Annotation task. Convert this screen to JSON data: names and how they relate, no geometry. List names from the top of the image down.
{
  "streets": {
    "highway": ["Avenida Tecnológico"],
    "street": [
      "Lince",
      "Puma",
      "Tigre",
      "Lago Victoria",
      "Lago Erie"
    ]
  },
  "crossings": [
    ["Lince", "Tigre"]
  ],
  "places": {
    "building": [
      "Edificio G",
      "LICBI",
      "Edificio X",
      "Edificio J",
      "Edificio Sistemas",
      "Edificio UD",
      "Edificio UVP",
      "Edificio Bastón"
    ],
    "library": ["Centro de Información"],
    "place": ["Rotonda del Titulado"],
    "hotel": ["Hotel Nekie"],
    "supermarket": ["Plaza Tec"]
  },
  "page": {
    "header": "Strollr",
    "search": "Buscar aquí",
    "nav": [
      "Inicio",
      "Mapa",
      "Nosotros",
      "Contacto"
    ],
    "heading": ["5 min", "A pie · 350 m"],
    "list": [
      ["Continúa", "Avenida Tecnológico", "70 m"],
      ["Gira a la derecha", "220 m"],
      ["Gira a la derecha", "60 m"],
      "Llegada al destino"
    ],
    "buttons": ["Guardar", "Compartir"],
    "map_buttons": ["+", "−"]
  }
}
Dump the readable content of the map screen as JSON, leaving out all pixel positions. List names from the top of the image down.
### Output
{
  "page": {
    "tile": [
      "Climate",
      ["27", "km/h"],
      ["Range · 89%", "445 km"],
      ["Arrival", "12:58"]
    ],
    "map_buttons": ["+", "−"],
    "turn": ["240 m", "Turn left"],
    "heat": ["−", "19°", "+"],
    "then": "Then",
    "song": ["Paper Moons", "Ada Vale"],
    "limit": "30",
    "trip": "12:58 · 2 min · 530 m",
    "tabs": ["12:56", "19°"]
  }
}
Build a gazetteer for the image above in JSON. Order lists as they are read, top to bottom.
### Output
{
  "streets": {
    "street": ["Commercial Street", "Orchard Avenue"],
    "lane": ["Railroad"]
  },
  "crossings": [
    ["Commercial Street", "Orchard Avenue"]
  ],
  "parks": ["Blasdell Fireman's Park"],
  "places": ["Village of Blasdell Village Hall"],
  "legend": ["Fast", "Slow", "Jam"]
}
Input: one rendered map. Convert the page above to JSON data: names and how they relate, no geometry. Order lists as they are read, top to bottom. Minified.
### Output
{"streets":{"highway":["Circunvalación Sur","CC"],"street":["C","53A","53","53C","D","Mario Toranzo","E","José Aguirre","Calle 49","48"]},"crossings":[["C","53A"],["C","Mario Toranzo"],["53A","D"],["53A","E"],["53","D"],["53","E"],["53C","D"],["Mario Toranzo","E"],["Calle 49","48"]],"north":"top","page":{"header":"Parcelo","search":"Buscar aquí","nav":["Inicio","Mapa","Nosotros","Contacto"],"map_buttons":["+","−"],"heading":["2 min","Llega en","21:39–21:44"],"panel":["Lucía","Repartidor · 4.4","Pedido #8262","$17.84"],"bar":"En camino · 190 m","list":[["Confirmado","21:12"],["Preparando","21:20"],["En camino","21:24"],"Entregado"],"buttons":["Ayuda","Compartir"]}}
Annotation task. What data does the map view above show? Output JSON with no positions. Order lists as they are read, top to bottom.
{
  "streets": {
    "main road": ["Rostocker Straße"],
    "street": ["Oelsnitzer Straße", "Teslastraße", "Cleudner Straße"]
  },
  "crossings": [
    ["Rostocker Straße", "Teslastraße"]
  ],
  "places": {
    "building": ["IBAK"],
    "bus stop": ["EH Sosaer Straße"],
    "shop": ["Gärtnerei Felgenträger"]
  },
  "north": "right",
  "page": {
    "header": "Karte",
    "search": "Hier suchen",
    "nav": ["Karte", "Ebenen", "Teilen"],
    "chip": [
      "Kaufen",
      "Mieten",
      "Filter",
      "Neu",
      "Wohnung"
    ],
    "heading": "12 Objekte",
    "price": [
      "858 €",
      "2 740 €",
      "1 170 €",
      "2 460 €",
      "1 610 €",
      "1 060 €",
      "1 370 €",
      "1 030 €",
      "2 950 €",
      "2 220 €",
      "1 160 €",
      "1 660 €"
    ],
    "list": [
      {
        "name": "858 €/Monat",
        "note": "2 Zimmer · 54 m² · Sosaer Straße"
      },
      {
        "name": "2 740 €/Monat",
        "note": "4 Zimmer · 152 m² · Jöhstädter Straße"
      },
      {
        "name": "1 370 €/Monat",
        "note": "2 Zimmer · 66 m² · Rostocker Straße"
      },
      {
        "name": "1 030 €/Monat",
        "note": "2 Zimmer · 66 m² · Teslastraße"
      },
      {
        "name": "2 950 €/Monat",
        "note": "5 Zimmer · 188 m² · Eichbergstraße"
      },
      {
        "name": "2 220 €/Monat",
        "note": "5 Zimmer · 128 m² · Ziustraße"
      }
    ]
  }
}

_ _ _

Word for word, restate each of the records above.

§ Answer to this problem:
Annotation task. Convert this screen to JSON data: names and how they relate, no geometry. List names from the top of the image down.
{
  "streets": {
    "highway": ["Avenida Tecnológico"],
    "street": [
      "Lince",
      "Puma",
      "Tigre",
      "Lago Victoria",
      "Lago Erie"
    ]
  },
  "crossings": [
    ["Lince", "Tigre"]
  ],
  "places": {
    "building": [
      "Edificio G",
      "LICBI",
      "Edificio X",
      "Edificio J",
      "Edificio Sistemas",
      "Edificio UD",
      "Edificio UVP",
      "Edificio Bastón"
    ],
    "library": ["Centro de Información"],
    "place": ["Rotonda del Titulado"],
    "hotel": ["Hotel Nekie"],
    "supermarket": ["Plaza Tec"]
  },
  "page": {
    "header": "Strollr",
    "search": "Buscar aquí",
    "nav": [
      "Inicio",
      "Mapa",
      "Nosotros",
      "Contacto"
    ],
    "heading": ["5 min", "A pie · 350 m"],
    "list": [
      ["Continúa", "Avenida Tecnológico", "70 m"],
      ["Gira a la derecha", "220 m"],
      ["Gira a la derecha", "60 m"],
      "Llegada al destino"
    ],
    "buttons": ["Guardar", "Compartir"],
    "map_buttons": ["+", "−"]
  }
}
Dump the readable content of the map screen as JSON, leaving out all pixel positions. List names from the top of the image down.
### Output
{
  "page": {
    "tile": [
      "Climate",
      ["27", "km/h"],
      ["Range · 89%", "445 km"],
      ["Arrival", "12:58"]
    ],
    "map_buttons": ["+", "−"],
    "turn": ["240 m", "Turn left"],
    "heat": ["−", "19°", "+"],
    "then": "Then",
    "song": ["Paper Moons", "Ada Vale"],
    "limit": "30",
    "trip": "12:58 · 2 min · 530 m",
    "tabs": ["12:56", "19°"]
  }
}
Build a gazetteer for the image above in JSON. Order lists as they are read, top to bottom.
### Output
{
  "streets": {
    "street": ["Commercial Street", "Orchard Avenue"],
    "lane": ["Railroad"]
  },
  "crossings": [
    ["Commercial Street", "Orchard Avenue"]
  ],
  "parks": ["Blasdell Fireman's Park"],
  "places": ["Village of Blasdell Village Hall"],
  "legend": ["Fast", "Slow", "Jam"]
}
Input: one rendered map. Convert the page above to JSON data: names and how they relate, no geometry. Order lists as they are read, top to bottom. Minified.
### Output
{"streets":{"highway":["Circunvalación Sur","CC"],"street":["C","53A","53","53C","D","Mario Toranzo","E","José Aguirre","Calle 49","48"]},"crossings":[["C","53A"],["C","Mario Toranzo"],["53A","D"],["53A","E"],["53","D"],["53","E"],["53C","D"],["Mario Toranzo","E"],["Calle 49","48"]],"north":"top","page":{"header":"Parcelo","search":"Buscar aquí","nav":["Inicio","Mapa","Nosotros","Contacto"],"map_buttons":["+","−"],"heading":["2 min","Llega en","21:39–21:44"],"panel":["Lucía","Repartidor · 4.4","Pedido #8262","$17.84"],"bar":"En camino · 190 m","list":[["Confirmado","21:12"],["Preparando","21:20"],["En camino","21:24"],"Entregado"],"buttons":["Ayuda","Compartir"]}}
Annotation task. What data does the map view above show? Output JSON with no positions. Order lists as they are read, top to bottom.
{
  "streets": {
    "main road": ["Rostocker Straße"],
    "street": ["Oelsnitzer Straße", "Teslastraße", "Cleudner Straße"]
  },
  "crossings": [
    ["Rostocker Straße", "Teslastraße"]
  ],
  "places": {
    "building": ["IBAK"],
    "bus stop": ["EH Sosaer Straße"],
    "shop": ["Gärtnerei Felgenträger"]
  },
  "north": "right",
  "page": {
    "header": "Karte",
    "search": "Hier suchen",
    "nav": ["Karte", "Ebenen", "Teilen"],
    "chip": [
      "Kaufen",
      "Mieten",
      "Filter",
      "Neu",
      "Wohnung"
    ],
    "heading": "12 Objekte",
    "price": [
      "858 €",
      "2 740 €",
      "1 170 €",
      "2 460 €",
      "1 610 €",
      "1 060 €",
      "1 370 €",
      "1 030 €",
      "2 950 €",
      "2 220 €",
      "1 160 €",
      "1 660 €"
    ],
    "list": [
      {
        "name": "858 €/Monat",
        "note": "2 Zimmer · 54 m² · Sosaer Straße"
      },
      {
        "name": "2 740 €/Monat",
        "note": "4 Zimmer · 152 m² · Jöhstädter Straße"
      },
      {
        "name": "1 370 €/Monat",
        "note": "2 Zimmer · 66 m² · Rostocker Straße"
      },
      {
        "name": "1 030 €/Monat",
        "note": "2 Zimmer · 66 m² · Teslastraße"
      },
      {
        "name": "2 950 €/Monat",
        "note": "5 Zimmer · 188 m² · Eichbergstraße"
      },
      {
        "name": "2 220 €/Monat",
        "note": "5 Zimmer · 128 m² · Ziustraße"
      }
    ]
  }
}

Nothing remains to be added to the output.